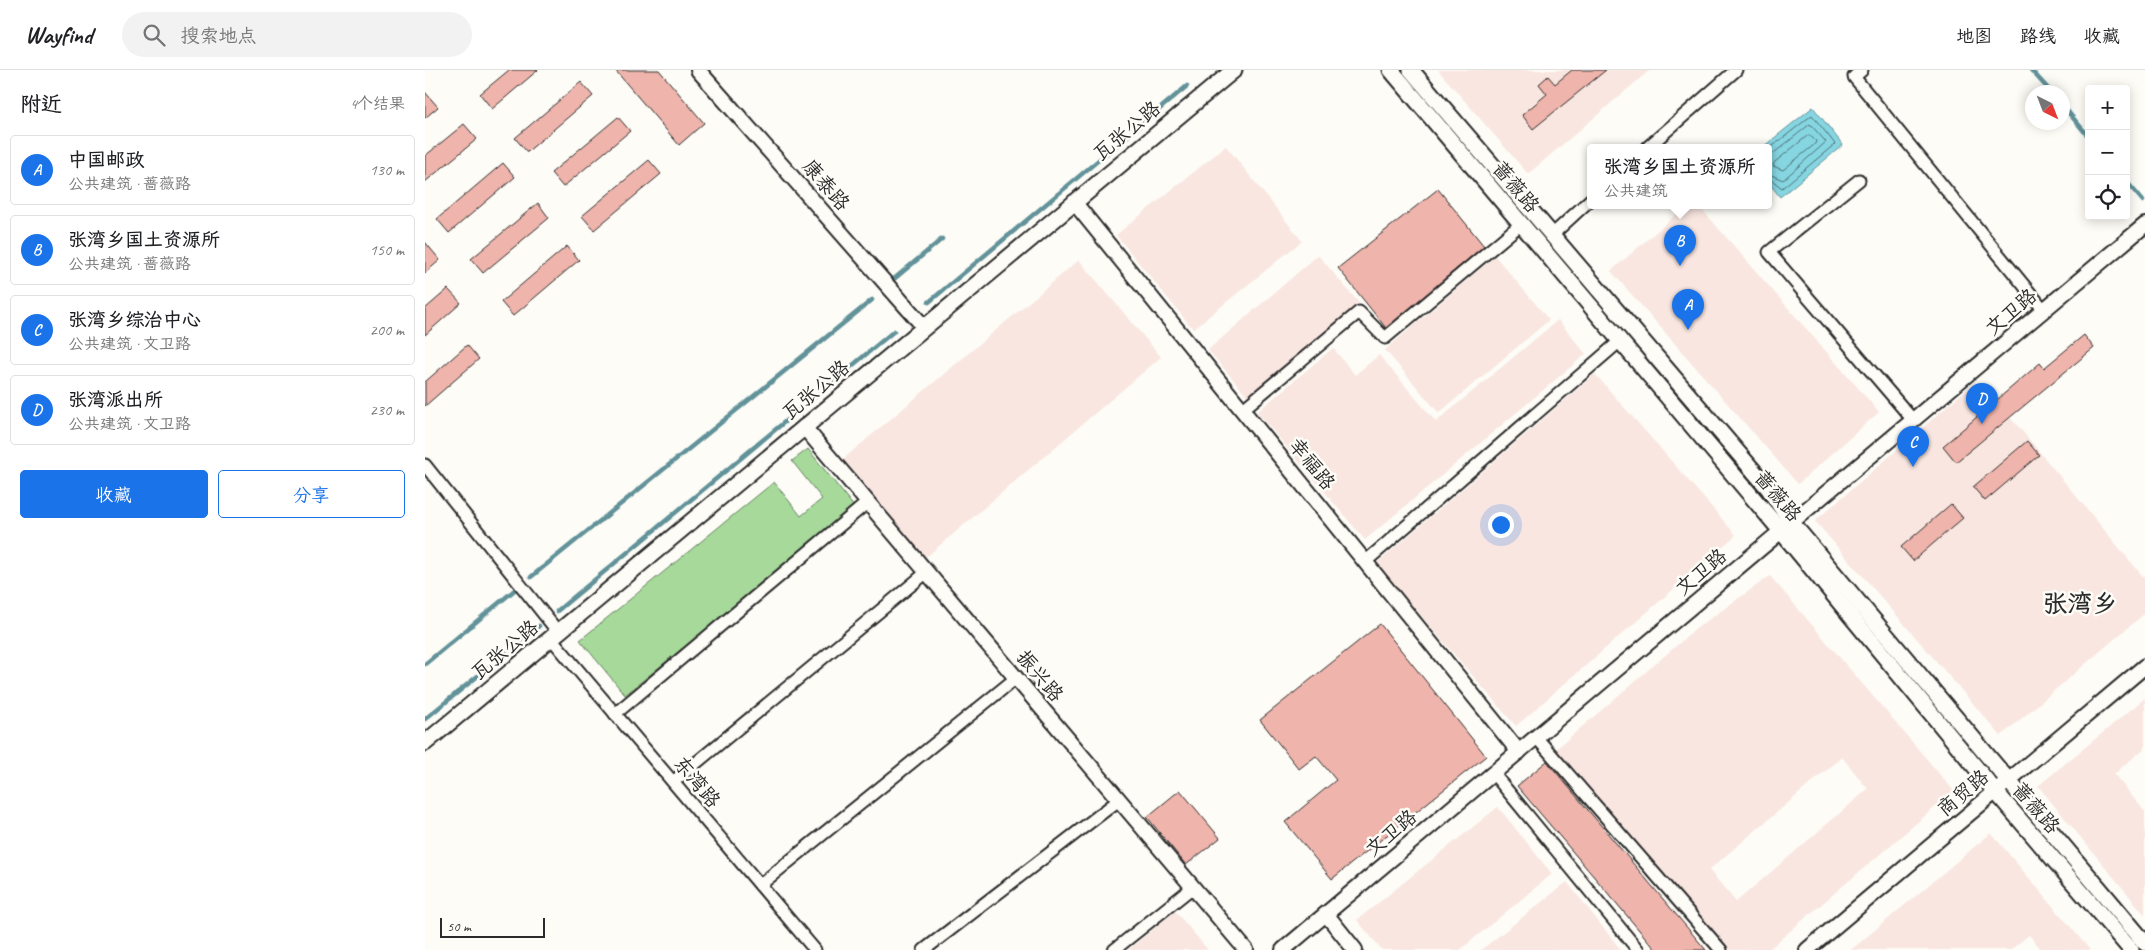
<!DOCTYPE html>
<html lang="zh">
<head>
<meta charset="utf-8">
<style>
	body { margin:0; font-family:Caveat,"LXGW WenKai TC",sans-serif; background:#f2f2f2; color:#202124 }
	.controls { position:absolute; right:15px; top:15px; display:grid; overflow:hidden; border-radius:5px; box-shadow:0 2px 12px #0003 }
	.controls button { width:45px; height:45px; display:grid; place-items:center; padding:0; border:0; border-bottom:1px solid #e0e0e0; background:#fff; color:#202124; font:25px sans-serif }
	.compass { position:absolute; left:1600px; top:15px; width:45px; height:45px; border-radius:50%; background:#fff; box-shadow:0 2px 12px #0003; rotate:138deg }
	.scale { position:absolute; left:15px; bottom:12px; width:105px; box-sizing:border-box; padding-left:5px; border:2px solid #2b2b2b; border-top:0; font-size:14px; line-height:18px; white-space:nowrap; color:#2b2b2b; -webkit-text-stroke:4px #fdfcf7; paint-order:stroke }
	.you { position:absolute; left:1075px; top:454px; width:18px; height:18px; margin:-12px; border:4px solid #fff; border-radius:50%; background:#1a73e8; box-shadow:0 0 0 8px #1a73e833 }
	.badge { display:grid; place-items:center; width:32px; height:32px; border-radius:50%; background:#1a73e8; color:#fff; font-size:16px; font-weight:700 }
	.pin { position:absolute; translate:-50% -41px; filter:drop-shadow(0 1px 2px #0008) }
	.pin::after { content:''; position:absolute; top:26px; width:18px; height:15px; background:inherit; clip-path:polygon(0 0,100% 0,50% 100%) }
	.popup { position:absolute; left:1162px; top:74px; width:185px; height:65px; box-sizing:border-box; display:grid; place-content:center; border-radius:5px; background:#fff; filter:drop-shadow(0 1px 4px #0005); font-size:16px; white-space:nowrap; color:#757577 }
	.popup b { font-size:19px; color:#202124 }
	.popup::after { content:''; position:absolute; left:50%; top:100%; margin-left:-10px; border:10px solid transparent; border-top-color:#fff }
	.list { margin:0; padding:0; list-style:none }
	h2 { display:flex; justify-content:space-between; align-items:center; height:65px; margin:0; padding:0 20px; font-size:21px }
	h2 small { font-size:16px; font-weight:400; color:#757577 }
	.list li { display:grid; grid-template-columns:32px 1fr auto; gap:15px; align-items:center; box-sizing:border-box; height:70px; margin:0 10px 10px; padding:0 10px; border:1px solid #e0e0e0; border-radius:5px }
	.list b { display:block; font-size:19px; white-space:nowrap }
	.list p { margin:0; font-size:16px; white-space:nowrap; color:#757577 }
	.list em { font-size:16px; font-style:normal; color:#757577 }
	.actions { display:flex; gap:10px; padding:15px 20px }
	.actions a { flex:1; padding:11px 0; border:1px solid #1a73e8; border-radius:5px; text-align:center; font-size:18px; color:#1a73e8 }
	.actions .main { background:#1a73e8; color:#fff }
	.icon { flex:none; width:28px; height:28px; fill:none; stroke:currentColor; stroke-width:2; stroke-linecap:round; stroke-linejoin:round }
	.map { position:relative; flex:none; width:1720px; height:880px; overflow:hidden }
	header { display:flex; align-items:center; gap:30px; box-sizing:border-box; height:70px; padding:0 25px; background:#fff; border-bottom:1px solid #e0e0e0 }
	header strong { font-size:24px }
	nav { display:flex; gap:28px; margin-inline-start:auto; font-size:18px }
	.search { width:350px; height:45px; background:#f2f2f2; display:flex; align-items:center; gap:12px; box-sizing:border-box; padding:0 18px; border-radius:28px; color:#757577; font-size:19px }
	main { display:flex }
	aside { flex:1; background:#fff }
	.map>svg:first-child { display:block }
	.built { fill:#f9e6e0; fill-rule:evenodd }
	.green { fill:#a6d99a; stroke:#688262 }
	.water { fill:#86d6e2; stroke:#629299 }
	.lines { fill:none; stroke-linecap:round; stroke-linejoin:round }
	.shore { stroke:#4f6f74; stroke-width:1 }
	.stream { stroke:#629299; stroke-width:4.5 }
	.building { fill:#efb4ab; stroke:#2b2b2b }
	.minor-casing { stroke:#2b2b2b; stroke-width:15 }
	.tertiary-casing { stroke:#2b2b2b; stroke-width:18 }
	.secondary-casing { stroke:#2b2b2b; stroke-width:19 }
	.minor { stroke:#fdfcf7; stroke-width:11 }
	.tertiary { stroke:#fdfcf7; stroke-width:14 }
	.secondary { stroke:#fdfcf7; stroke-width:15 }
	.labels { text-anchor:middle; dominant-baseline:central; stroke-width:5; stroke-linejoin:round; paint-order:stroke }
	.street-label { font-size:20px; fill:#2b2b2b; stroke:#fdfcf7 }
	.district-label { font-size:25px; font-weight:bold; fill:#2b2b2b; stroke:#fdfcf7 }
</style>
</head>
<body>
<header>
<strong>Wayfind</strong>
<div class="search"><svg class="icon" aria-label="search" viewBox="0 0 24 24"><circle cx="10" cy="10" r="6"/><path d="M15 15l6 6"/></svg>搜索地点</div>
<nav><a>地图</a><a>路线</a><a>收藏</a></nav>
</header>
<main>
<aside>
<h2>附近<small>4个结果</small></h2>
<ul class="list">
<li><span class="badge">A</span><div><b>中国邮政</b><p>公共建筑 · 蔷薇路</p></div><em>130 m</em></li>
<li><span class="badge">B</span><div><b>张湾乡国土资源所</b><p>公共建筑 · 蔷薇路</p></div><em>150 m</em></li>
<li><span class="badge">C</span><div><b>张湾乡综治中心</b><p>公共建筑 · 文卫路</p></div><em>200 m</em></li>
<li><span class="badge">D</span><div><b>张湾派出所</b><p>公共建筑 · 文卫路</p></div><em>230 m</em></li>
</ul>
<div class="actions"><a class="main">收藏</a><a>分享</a></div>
</aside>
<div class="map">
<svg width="1720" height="880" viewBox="0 0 1720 880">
	<rect width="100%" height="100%" fill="#fdfcf7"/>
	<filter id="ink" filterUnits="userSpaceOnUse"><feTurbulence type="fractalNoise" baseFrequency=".02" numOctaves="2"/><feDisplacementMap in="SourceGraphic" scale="10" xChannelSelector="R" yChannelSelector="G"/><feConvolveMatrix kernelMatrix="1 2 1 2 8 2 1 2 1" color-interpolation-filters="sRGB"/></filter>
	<g filter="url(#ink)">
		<!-- built -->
		<g class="built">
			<polygon points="1013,0 1225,0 1103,104"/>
			<polygon points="801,76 877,171 768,259 691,165"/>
			<polygon points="1262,135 1273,135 1454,342 1373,414 1186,201"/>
			<polygon points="893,185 934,233 824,328 783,280"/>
			<polygon points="1070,186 1124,250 1014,343 960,280"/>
			<polygon points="654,190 736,287 500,488 417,390"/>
			<polygon points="1133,250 1161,284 940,470 832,342 908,278 930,305 954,285 1011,352"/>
			<polygon points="1170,304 1311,465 1091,656 951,494"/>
			<polygon points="1550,312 1592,355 1720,509 1720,543 1576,666 1390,451"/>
			<path d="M1345,506L1529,721L1343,880H1301L1130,680L1272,558ZM1417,687L1443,719L1311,832L1284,800Z"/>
			<polygon points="1720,628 1720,678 1689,704 1720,742 1720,845 1613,716"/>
			<polygon points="1073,737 1127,804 1035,880 957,880 932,850"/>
			<polygon points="1566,763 1665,880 1617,880 1604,865 1585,880 1426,880"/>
			<polygon points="1142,812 1196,880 1056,880"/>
			<polygon points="750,841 783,880 703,880"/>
		</g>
		<!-- green -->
		<polygon class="green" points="383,379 430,438 200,625 155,570 349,412 376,446 397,429 367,391"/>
		<!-- water -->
		<polygon class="water" points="1388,37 1418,75 1355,127 1344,113 1344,77 1338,77"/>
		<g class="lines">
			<!-- shore -->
			<g class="shore">
				<polygon points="1384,65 1391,71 1390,74 1358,100 1348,96 1349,93"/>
				<polyline points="1344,79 1387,45 1410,74 1357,118 1348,111 1344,111"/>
				<polyline points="1344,87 1385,54 1401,72 1358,110 1344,104"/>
			</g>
			<!-- stream -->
			<g class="stream">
				<polyline points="1606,0 1626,22"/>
				<polyline points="1638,36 1664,67"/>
				<polyline points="1701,111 1718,131"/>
				<polyline points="469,209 517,169"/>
				<polyline points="504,232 762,16"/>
				<polyline points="106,507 447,230"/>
				<polyline points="132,541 469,261"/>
				<polyline points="0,594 92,518"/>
				<polyline points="0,649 114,556"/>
			</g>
		</g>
		<!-- building -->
		<g class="building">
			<polygon points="84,0 113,0 67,39 55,24"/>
			<polygon points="190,0 234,0 279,53 254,75"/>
			<polygon points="1147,0 1181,0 1108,59 1097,45 1122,24 1114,14 1123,6 1130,14"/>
			<polygon points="156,12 168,26 102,82 90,68"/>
			<polygon points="0,22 13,37 0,48"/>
			<polygon points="193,47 205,61 138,117 126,103"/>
			<polygon points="39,54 52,69 0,112 0,86"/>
			<polygon points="224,90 236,104 169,160 157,146"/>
			<polygon points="78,93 90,107 24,163 12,149"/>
			<polygon points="1013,119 1059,176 961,258 913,198"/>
			<polygon points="113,133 124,148 58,203 46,189"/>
			<polygon points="0,172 15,190 0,203"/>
			<polygon points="142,176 154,190 88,246 76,232"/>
			<polygon points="23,219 36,233 0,265 0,239"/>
			<polygon points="1659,265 1669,278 1531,392 1518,376 1615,293 1619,298"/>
			<polygon points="42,275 54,289 0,336 0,312"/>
			<polygon points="1602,371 1614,385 1560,431 1548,417"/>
			<polygon points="1526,434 1538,448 1488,491 1476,477"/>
			<polygon points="955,554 1061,686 907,809 860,752 911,710 891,686 874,699 835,650"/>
			<polygon points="1122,691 1125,695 1281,880 1231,880 1092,716"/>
			<polygon points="755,720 795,768 761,795 722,747"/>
		</g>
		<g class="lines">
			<defs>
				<g id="minor">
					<polyline points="1437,0 1429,7 1619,240"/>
					<polyline points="1223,77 1311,0"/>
					<polyline points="1434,110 1344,182 1488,350"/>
					<polyline points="1126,166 1166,129"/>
					<polyline points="817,340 934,242 960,268 1096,154"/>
					<polyline points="0,395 133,562"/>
					<polyline points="940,492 1195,271"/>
					<polyline points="126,568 390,880"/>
					<polyline points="190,644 443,432"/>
					<polyline points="1111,667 1296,880"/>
					<polyline points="1068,703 1213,880"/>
					<polyline points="248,712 502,502"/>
					<polyline points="335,815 591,608"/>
					<polyline points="499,880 694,730"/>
					<polyline points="689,880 768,817"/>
				</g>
				<g id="tertiary">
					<polyline points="273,0 499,257"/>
					<polyline points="649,132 1094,682"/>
					<polyline points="379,357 821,880"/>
					<polyline points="901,844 930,880"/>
					<polyline points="858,880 1720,155"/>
					<polyline points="1382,880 1720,596"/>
				</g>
				<g id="secondary">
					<polyline points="966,0 1356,461 1571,722 1706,880"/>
					<polyline points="986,0 1344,419 1366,452 1720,873"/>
					<polyline points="0,673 809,0"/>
				</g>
			</defs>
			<!-- minor casing -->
			<use href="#minor" class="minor-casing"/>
			<!-- tertiary casing -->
			<use href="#tertiary" class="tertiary-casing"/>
			<!-- secondary casing -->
			<use href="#secondary" class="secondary-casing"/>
			<!-- minor -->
			<use href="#minor" class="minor"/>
			<!-- tertiary -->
			<use href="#tertiary" class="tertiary"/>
			<!-- secondary -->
			<use href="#secondary" class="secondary"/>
		</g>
	</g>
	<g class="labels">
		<!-- street labels -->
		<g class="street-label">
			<text transform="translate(702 61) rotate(-40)">瓦张公路</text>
			<text transform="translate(401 115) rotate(49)">康泰路</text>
			<text transform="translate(1091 117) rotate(50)">蔷薇路</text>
			<text transform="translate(1586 242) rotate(-40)">文卫路</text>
			<text transform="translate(391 320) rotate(-40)">瓦张公路</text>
			<text transform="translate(887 394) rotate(51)">幸福路</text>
			<text transform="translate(1353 426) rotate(50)">蔷薇路</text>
			<text transform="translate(1276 502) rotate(-40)">文卫路</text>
			<text transform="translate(80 580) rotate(-40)">瓦张公路</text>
			<text transform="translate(615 606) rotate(50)">振兴路</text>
			<text transform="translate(272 712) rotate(50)">东湾路</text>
			<text transform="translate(1538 723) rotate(-40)">商贸路</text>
			<text transform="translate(1611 738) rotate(49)">蔷薇路</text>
			<text transform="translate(966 763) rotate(-40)">文卫路</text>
		</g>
		<!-- district labels -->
		<g class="district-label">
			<text x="1655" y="534">张湾乡</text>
		</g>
	</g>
</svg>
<div class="controls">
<button>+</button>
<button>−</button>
<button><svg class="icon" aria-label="locate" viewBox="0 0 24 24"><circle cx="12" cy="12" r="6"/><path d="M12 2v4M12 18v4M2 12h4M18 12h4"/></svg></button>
</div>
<svg class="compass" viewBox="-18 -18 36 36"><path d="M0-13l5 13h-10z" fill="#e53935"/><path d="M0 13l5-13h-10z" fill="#757577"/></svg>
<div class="scale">50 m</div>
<div class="you"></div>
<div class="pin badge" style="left:1263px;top:260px">A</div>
<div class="pin badge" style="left:1255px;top:196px">B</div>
<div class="popup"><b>张湾乡国土资源所</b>公共建筑</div>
<div class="pin badge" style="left:1488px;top:397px">C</div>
<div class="pin badge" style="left:1557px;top:354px">D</div>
</div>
</main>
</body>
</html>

▶ [What needs to be done]: Keep the pictures out and repeat exactly the lines from the beginning of the data through the line that contains "position:absolute; left:1600px; top:15px;", both ends included.

▶ [Output for this exercise]:
<!DOCTYPE html>
<html lang="zh">
<head>
<meta charset="utf-8">
<style>
	body { margin:0; font-family:Caveat,"LXGW WenKai TC",sans-serif; background:#f2f2f2; color:#202124 }
	.controls { position:absolute; right:15px; top:15px; display:grid; overflow:hidden; border-radius:5px; box-shadow:0 2px 12px #0003 }
	.controls button { width:45px; height:45px; display:grid; place-items:center; padding:0; border:0; border-bottom:1px solid #e0e0e0; background:#fff; color:#202124; font:25px sans-serif }
	.compass { position:absolute; left:1600px; top:15px; width:45px; height:45px; border-radius:50%; background:#fff; box-shadow:0 2px 12px #0003; rotate:138deg }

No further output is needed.